Students of the tech ‘hype cycle’ will recognize the past year’s Trough of Disillusionment – rollbacks of key initiatives, the ascendance of climate-skeptic politicians, a cascade of dire forecasts and, by end of year, a clear increase in carbon emissions.

According to plan, the mass mobilization to forestall climate catastrophe would climb the Slope of Enlightenment toward the Plateau of Productivity that is the low- or no-carbon economy.

We’ll know by 2030, if not 2020, whether we climbed that slope fast enough to avert the worst of the climate catastrophe. In the next dozen years, climate experts say, we must cut greenhouse gas emissions at least in half, on the way to a net-zero economy by 2050.

The expectation that we’ll meet that challenge is essential for making it so: optimism may or may not be self-fulfilling, pessimism surely is.

Delegates to last week’s COP24 climate talks in Katowice, Poland did their part by gutting out an overtime agreement to a “rulebook” to keep the momentum of Paris alive.

In the spirit of the season, here are a dozen reasons to be optimistic, with links to key coverage this year:

1. Exponential progress.

You’ve heard of Moore’s Law? Get ready for the Global Carbon Law.

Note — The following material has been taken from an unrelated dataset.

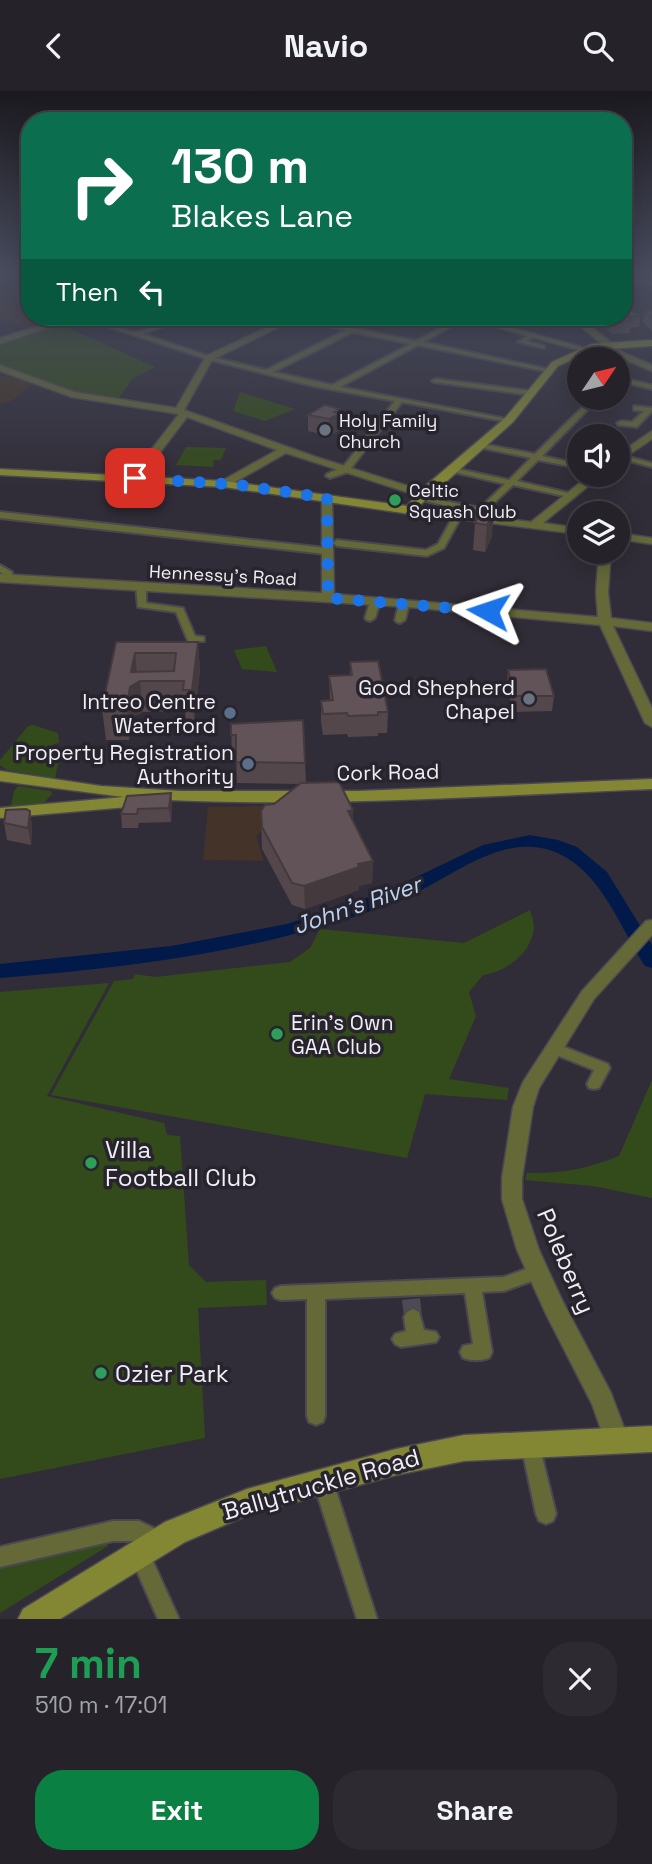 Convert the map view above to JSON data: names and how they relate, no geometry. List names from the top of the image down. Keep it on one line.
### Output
{"streets":{"main road":["Cork Road","Ballytruckle Road"],"street":["Hennessy's Road","Poleberry"]},"crossings":[["Poleberry","Ballytruckle Road"]],"water":["John's River"],"places":["Holy Family Church","Celtic Squash Club","Good Shepherd Chapel","Intreo Centre Waterford","Property Registration Authority","Erin's Own GAA Club","Villa Football Club","Ozier Park"],"north":"top right","page":{"header":"Navio","turn":["130 m","Blakes Lane"],"then":"Then","heading":["7 min","510 m · 17:01"],"buttons":["Exit","Share"]}} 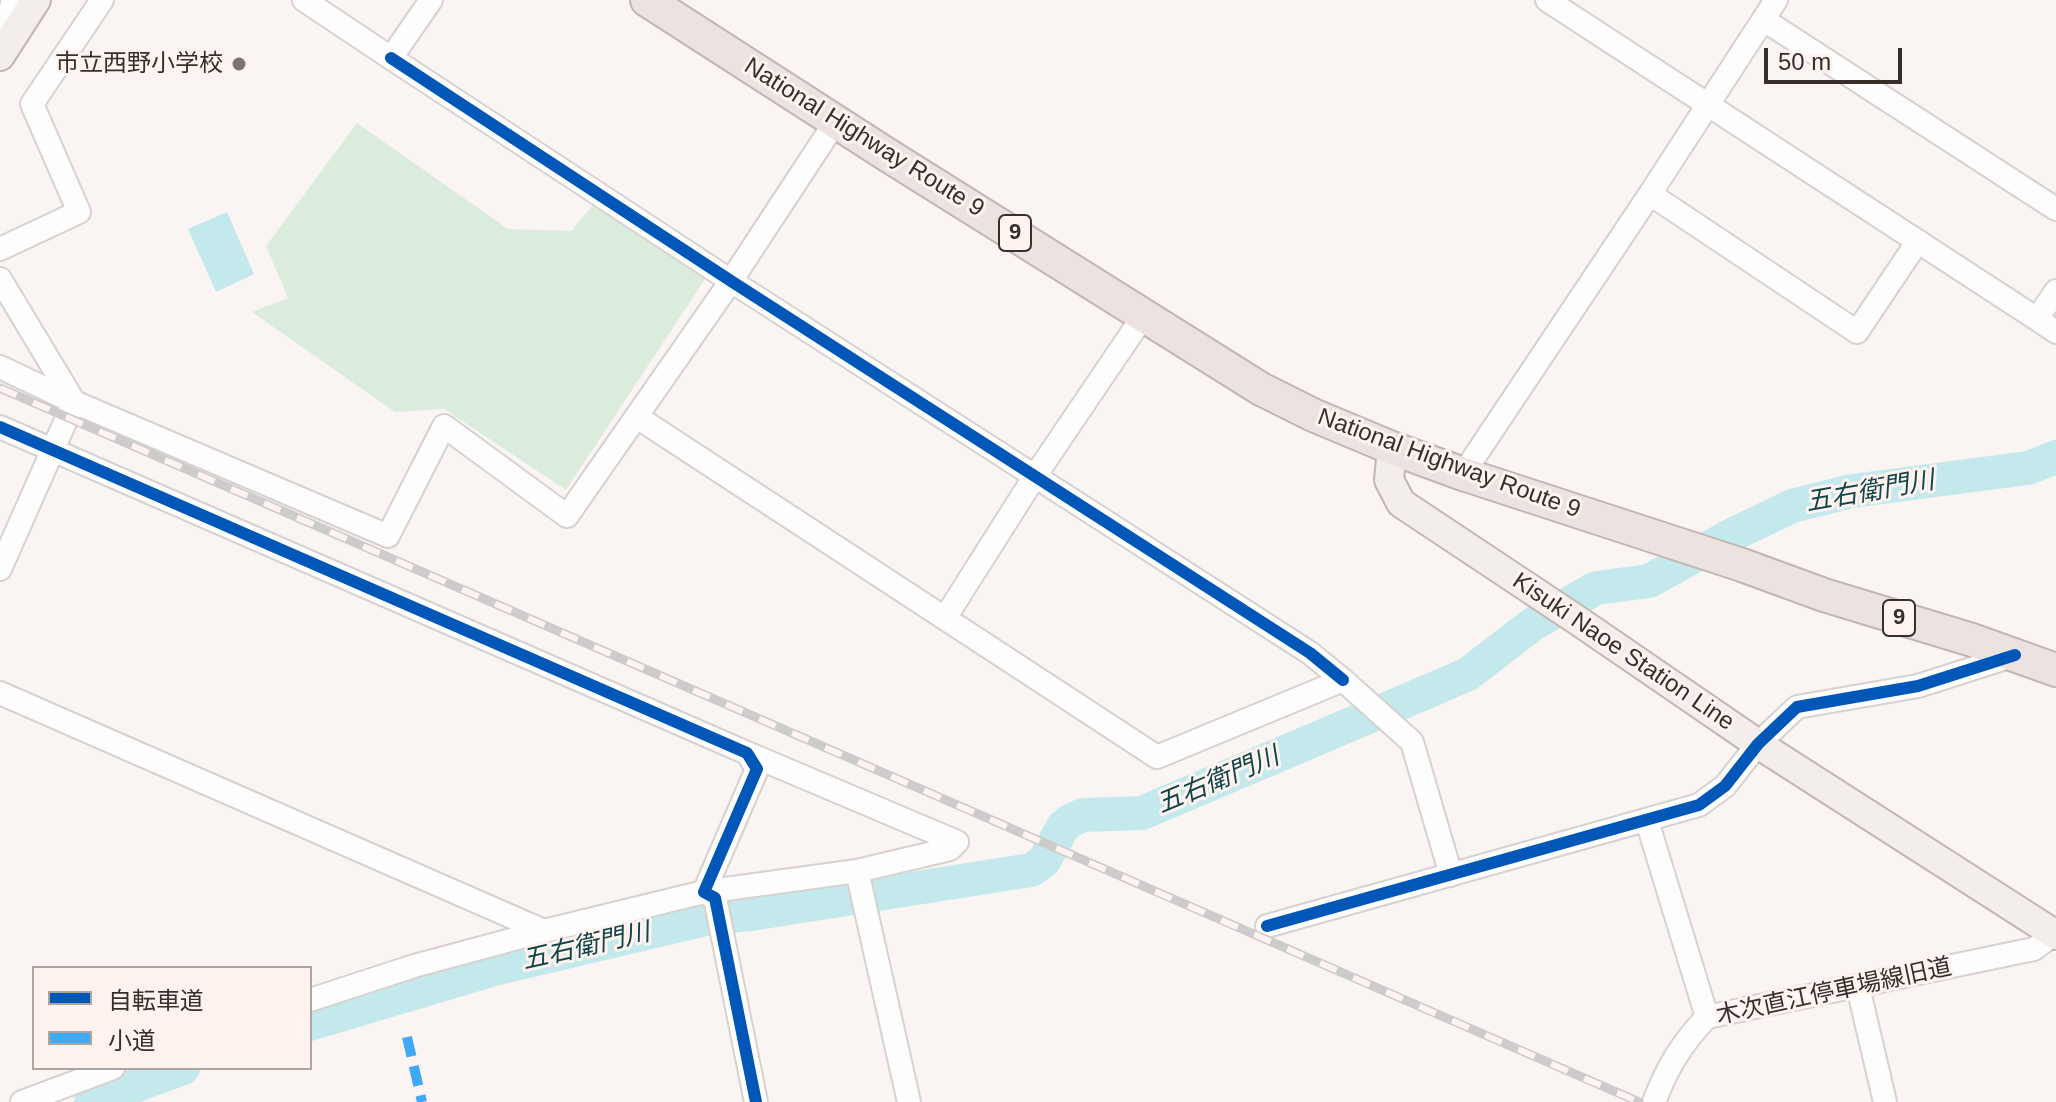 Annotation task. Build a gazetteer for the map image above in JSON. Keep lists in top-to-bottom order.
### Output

Falling prices and increasing performance of clean energy, battery storage, electric vehicles and other solutions makes it possible to peak emissions by 2020 and halve them every decade thereafter, a compounding reduction of about 7% per year. “Unstoppable forces” are pushing decarbonization faster than anyone predicts, says former U.N. climate chief Christiana Figueres. “Disruption is here.” This year’s Sustainability Trends Report from Generation Management documents that disruption. Says Generation’s Colin le Duc, “Our assertion is that it’s just accelerating.”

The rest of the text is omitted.